Stop Faking Orgasms! How "Fauxgasms" Can Ruin Your Sex Life
What’s the point in pretending you’re experiencing The Big O? You're doing yourself and your partner more harm than good. Here’s why you shouldn’t fake orgasms -- and how to start having real ones!
There are so many reasons we fake orgasms:
They’re tired or want to get it “over with.” They’re distracted. They have too much on their minds. They don’t think they’ll get there physically. They’re too shy to express what they want. They don’t want to make their partners “feel bad” that they couldn’t make them cum.
For many of us with lady parts, chances are, we’ve been there. Our machinery is not as straightforward, and it’s not always easy to explain what it is that works for us or we just know it’s not going to happen or it will take a really, really long time to happen.
And there’s also the reality that some women have never actually had an orgasm before.
But what good will it actually do to pretend you’re achieving orgasm?
I’m arguing that it’s actually damaging to your partner and your sex life to fake orgasms.
By faking an orgasm, you’re falsely letting your partner think that whatever it is that they’re doing -- which may not be altogether pleasurable for you -- is good. And guess what?
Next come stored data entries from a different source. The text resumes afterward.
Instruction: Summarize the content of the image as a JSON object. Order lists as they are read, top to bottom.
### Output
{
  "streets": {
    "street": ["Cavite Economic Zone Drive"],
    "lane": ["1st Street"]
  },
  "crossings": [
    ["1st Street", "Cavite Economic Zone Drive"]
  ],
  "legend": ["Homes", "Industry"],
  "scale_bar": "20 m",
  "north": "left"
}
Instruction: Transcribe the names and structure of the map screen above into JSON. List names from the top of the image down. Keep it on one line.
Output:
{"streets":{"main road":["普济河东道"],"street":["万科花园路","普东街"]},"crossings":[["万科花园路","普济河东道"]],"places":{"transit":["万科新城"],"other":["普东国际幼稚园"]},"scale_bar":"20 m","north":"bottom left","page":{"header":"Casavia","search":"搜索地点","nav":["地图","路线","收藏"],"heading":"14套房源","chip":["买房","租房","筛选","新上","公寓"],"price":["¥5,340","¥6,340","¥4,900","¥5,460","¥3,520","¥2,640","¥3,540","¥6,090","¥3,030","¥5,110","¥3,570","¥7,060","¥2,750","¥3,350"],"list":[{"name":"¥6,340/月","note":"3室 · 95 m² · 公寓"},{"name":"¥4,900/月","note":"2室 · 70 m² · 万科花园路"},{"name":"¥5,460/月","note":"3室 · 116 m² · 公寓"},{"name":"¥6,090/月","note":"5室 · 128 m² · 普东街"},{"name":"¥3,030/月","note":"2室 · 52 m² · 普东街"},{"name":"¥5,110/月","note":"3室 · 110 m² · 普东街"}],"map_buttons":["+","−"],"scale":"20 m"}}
If their behavior and actions are rewarded by a “fauxgasm,” then they’re going to keep repeating whatever they did to lead to what they believe is a pleasurable experience for you.
So, they will never actually learn what truly makes you feel good and can make you climax, thereby dooming you to a sex life that is not as fulfilling as it should be.
If you’ve been faking orgasms with your partner -- stop RIGHT NOW! Try some of these techniques to really make the most of your sex life.
Don’t have sex if you’re actually not in the mood.
We all get tired and stressed out. If you want to have sex, try to get yourself in the right state of mind to relax and feel receptive to pleasure. But if you’re really not feeling it, don’t force yourself to have sex with your partner; simply, don’t feel obliged to do it.
Figure out what you want sexually and what works for you.
One big reason people fake orgasms is because they don’t know what makes them cum. If you don’t even know what brings you to climax, how can you communicate that to your partner(s)? Masturbation is key. When you’re solo and feeling relaxed, experiment with yourself, using your hands and/or any sex toys of your choice. Go wild! Try new sensations, pressures, speeds, temperatures, and areas of stimulation. Once you discover what makes your toes curl and eyes roll back in your head, you’ll be closer to sharing that with your partner.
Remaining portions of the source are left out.